Task requirements: Check every line below for the word "place" and copy the ones that have it.

Data to use: Begin

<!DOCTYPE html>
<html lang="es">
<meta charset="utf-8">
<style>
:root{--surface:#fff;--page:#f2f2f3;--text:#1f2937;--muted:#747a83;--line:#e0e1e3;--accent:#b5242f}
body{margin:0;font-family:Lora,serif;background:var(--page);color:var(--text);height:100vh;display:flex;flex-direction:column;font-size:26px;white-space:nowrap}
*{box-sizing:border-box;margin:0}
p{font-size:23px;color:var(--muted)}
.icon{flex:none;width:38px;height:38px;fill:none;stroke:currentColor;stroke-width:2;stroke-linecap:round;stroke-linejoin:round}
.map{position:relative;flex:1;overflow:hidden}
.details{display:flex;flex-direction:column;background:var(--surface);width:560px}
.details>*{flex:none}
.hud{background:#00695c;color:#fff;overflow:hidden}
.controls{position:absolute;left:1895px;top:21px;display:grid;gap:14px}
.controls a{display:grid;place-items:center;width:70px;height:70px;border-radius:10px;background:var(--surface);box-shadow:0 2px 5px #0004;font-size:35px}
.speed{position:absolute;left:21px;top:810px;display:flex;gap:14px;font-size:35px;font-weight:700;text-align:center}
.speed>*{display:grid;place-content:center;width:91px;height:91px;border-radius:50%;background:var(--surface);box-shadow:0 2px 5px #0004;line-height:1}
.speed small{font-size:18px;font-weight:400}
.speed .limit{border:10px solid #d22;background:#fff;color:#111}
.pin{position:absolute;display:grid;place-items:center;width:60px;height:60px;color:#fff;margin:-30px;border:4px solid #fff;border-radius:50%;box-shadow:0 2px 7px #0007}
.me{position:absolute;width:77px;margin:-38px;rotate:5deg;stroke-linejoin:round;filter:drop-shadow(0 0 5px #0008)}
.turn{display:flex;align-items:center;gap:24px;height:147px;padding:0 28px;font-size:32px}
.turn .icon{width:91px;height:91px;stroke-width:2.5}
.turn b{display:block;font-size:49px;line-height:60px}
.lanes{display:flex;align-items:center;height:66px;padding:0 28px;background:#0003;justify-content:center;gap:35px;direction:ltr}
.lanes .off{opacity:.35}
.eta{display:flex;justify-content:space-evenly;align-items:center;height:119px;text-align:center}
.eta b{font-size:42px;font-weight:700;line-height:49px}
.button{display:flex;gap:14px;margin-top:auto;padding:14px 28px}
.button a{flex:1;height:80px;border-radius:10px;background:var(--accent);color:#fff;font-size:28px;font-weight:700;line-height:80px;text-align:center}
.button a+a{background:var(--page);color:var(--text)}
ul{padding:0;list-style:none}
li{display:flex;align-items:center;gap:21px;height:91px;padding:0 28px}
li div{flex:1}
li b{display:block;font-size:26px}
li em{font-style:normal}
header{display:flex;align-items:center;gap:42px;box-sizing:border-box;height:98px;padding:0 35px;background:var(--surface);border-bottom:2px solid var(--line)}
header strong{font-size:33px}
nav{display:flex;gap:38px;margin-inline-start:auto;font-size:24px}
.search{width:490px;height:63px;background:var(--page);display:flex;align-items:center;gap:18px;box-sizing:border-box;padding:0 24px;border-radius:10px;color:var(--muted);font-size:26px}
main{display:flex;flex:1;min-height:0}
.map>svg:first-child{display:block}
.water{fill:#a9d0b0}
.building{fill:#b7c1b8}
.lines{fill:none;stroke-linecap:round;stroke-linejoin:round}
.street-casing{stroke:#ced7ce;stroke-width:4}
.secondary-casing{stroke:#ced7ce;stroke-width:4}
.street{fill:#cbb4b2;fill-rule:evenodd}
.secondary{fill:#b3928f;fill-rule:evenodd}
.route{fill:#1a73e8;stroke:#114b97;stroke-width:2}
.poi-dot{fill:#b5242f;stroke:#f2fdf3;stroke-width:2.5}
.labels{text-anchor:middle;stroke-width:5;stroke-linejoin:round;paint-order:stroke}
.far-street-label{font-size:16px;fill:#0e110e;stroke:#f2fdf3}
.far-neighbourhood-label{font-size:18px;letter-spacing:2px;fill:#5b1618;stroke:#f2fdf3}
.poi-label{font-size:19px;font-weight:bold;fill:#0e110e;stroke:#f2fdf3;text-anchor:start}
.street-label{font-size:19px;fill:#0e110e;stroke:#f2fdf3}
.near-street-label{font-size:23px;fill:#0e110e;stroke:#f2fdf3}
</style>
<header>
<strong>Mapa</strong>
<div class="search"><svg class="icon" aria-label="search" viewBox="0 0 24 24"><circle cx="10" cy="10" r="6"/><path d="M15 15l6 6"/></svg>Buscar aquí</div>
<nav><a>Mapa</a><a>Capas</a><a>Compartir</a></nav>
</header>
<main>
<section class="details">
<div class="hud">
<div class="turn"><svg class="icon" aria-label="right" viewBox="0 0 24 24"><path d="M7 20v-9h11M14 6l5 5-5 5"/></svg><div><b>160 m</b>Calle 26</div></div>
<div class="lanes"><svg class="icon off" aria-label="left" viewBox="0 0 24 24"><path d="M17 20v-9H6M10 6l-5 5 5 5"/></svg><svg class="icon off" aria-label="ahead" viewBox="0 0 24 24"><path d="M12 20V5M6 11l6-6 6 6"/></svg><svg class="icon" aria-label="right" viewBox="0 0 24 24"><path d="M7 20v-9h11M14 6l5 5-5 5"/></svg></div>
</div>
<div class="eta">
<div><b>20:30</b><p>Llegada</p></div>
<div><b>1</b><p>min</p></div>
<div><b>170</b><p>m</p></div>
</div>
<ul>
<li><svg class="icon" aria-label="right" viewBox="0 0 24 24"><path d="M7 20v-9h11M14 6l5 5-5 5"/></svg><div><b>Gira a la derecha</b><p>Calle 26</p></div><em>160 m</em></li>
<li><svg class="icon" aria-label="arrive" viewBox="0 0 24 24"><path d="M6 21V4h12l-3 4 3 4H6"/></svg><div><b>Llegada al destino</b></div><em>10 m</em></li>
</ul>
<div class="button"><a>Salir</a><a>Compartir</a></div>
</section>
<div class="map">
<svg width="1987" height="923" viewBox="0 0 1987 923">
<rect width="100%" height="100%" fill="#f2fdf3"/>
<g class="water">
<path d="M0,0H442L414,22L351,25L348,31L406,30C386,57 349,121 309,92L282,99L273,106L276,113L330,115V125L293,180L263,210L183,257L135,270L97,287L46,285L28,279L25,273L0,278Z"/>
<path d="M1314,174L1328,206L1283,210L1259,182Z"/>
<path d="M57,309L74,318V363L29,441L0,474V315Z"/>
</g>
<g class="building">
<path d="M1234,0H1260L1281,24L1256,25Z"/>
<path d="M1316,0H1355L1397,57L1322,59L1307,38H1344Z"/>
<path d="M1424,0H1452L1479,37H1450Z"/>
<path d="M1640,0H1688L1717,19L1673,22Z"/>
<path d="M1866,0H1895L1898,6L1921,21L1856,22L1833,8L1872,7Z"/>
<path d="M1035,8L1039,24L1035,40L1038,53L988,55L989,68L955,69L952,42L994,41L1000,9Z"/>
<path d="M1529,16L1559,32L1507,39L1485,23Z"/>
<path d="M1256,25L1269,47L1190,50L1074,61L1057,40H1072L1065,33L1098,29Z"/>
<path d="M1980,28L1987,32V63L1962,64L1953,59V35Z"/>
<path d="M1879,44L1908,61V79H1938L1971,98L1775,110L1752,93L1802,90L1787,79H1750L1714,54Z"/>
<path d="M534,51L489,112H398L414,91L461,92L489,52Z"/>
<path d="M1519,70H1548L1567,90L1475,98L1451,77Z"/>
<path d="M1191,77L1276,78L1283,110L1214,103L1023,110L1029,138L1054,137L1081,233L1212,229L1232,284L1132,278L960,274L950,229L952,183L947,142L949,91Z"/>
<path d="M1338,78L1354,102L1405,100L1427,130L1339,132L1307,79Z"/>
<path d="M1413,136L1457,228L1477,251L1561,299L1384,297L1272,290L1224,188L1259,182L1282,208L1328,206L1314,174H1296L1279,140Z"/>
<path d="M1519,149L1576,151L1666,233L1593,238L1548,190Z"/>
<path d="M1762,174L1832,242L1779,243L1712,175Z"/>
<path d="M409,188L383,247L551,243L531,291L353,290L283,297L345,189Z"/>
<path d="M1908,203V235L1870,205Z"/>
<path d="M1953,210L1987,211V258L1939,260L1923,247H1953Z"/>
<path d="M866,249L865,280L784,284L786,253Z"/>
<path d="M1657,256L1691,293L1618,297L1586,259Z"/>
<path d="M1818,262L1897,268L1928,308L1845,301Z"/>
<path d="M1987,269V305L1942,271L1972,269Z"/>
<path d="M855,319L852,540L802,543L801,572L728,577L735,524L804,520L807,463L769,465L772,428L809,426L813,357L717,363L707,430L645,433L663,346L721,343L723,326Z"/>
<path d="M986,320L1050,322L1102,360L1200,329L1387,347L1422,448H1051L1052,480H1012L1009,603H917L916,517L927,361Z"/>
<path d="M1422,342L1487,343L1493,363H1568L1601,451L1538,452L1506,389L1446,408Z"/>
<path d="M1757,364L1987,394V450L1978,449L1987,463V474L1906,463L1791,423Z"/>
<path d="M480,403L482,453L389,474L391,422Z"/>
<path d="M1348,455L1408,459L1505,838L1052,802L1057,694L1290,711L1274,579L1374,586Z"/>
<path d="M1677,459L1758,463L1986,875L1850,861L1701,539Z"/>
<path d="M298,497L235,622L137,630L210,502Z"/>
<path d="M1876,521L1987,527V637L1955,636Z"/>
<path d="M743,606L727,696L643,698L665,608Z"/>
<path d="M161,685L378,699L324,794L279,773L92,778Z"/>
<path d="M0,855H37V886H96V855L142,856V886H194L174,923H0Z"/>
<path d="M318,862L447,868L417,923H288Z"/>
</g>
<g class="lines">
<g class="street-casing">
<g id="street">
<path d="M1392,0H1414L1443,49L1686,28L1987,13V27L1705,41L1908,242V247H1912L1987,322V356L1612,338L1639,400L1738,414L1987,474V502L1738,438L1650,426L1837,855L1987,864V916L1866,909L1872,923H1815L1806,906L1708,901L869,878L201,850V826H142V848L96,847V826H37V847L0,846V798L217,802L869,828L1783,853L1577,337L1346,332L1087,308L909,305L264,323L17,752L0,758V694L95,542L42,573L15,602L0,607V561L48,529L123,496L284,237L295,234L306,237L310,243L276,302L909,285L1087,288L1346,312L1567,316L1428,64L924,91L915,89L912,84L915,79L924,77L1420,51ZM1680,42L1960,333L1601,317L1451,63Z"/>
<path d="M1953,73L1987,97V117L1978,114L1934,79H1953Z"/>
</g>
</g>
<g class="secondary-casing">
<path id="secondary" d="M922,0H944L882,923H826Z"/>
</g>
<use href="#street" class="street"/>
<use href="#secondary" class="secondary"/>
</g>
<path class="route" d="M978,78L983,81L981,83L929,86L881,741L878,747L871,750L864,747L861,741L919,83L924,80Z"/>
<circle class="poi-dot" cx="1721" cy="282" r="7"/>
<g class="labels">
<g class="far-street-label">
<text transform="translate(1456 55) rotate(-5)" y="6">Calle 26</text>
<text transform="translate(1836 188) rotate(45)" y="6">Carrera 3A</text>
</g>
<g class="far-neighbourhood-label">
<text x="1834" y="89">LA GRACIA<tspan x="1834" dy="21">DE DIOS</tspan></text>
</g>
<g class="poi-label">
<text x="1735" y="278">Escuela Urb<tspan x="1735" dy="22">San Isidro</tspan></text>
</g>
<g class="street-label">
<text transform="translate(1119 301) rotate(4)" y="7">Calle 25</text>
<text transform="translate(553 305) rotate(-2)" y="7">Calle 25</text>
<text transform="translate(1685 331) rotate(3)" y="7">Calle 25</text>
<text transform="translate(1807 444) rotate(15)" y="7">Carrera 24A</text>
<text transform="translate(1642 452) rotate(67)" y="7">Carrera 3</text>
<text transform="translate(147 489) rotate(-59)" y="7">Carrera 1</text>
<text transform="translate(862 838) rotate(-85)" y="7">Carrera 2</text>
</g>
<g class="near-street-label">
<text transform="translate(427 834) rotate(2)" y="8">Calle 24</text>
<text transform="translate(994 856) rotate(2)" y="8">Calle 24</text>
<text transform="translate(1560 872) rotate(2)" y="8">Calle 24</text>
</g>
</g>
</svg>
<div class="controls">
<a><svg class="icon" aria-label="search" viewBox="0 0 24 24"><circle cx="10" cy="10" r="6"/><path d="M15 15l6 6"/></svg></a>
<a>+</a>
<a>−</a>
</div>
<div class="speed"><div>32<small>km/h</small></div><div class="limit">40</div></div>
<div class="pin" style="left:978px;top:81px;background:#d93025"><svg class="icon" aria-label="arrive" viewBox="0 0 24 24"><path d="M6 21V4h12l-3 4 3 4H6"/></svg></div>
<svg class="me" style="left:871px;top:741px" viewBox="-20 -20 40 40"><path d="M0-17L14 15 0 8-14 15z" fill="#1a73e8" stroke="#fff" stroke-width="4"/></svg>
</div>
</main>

Data to use: End

Output for this task:
.controls a{display:grid;place-items:center;width:70px;height:70px;border-radius:10px;background:var(--surface);box-shadow:0 2px 5px #0004;font-size:35px}
.speed>*{display:grid;place-content:center;width:91px;height:91px;border-radius:50%;background:var(--surface);box-shadow:0 2px 5px #0004;line-height:1}
.pin{position:absolute;display:grid;place-items:center;width:60px;height:60px;color:#fff;margin:-30px;border:4px solid #fff;border-radius:50%;box-shadow:0 2px 7px #0007}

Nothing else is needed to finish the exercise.